How to Build Maintainable Test Factories in Elixir and Phoenix
My takeaways from Jeffrey Matthias' recent talk.
Jeffrey Matthias, the coauthor with Andrea Leopardi of Testing Elixir: Effective and Robust Testing for Elixir and its Ecosystem, hosted a recent talk on building maintainable test factories that I had the pleasure to attend.
In this article, I hope to share my major takeaways from the talk. However, I’m still exploring these ideas, and have not put them to practice to learn for myself what works yet.
What is a Factory?
Factory refers to code that inserts data into your database, though a factory can also have additional behavior beyond that.
There’s a popular library in Elixir, ExMachina, which provides some out-of-the-box tools for quickly getting started with factories. Alternatively, you can also build all of the functionality yourself and build your own factories.

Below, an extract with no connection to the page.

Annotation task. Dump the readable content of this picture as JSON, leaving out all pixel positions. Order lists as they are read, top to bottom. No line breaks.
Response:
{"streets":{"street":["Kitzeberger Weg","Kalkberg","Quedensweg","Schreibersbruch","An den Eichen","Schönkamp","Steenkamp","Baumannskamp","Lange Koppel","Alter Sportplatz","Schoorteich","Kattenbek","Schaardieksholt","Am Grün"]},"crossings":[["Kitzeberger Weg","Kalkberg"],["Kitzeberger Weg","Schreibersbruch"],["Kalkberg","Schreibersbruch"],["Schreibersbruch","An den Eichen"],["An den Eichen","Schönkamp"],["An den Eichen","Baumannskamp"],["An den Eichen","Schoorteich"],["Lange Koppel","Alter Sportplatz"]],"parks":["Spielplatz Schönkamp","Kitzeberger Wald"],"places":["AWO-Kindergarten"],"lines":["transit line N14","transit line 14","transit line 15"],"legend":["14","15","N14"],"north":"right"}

Factories have factory methods that allow you to build or insert data structures into your database. Here’s an example factory build with ExMachina taken from their documentation.
Tests will use a factory to arrange data for your test. You can also override values specific to the test.
How Do You Build Maintainable Factories?
Now for the interesting part. How do we build maintainable factories? I have not tried these ideas out for myself yet, but I hope to soon and can definitely see the wisdom in them.
Incidental Data vs. Intentional Data.
There are two types of data in your tests.
- Intentional data is necessary for your test to pass. Intentional data should be explicitly passed in, instead of being implicitly relied upon.
- Incidental data is not critical to the test. Your data structures expect a value, but the specific value does not matter. Incidental data can be implicit and randomized.
Explicitly Pass in Intentional Data.
You should explicitly pass intentional data into the factory method. For values that must be specific, you should not rely on implicitly created data inside of the factory method. This clarifies the relationship between the application state and behavior in your application.
Randomize Incidental Data.
Incidental data should be randomized. This helps make sure that your tests don’t have any side effects, and it forces you to specify which data is intentional in your tests.
You can use the Faker library for generating random data.
Avoid Nesting Resources.
This was probably my most immediately actionable takeaway from the talk, as I’ve been running into problems with this on my current project. When creating related resources, you should avoid building related resources in the factory itself. So the following is something you should avoid.
Why? Because it hides potentially intentional data. If the test relies on this data, then you should create the data explicitly in the test. Otherwise, the data is incidental and should be left empty or random.
Also, as your data structures grow and become more complex, you’ll find that you’re relying on resources nested several levels deep. This becomes a knotted mess over time. If you rely on implicitly created nested structures in your tests, then you need to modify one. You will have no examples in the rest of your codebase to follow.
However, if you have a discipline of always passing these nested values in the test when they matter, then every one of your tests acts as documentation for working with these nested resources.
Centralize Data Creation in the Factory.
In addition to handling inserting data structures into your database, Factories can also be responsible for handling the creation of common values. For example, your Factory should be responsible for generating emails, passwords, and any data you need to build data structures for your database.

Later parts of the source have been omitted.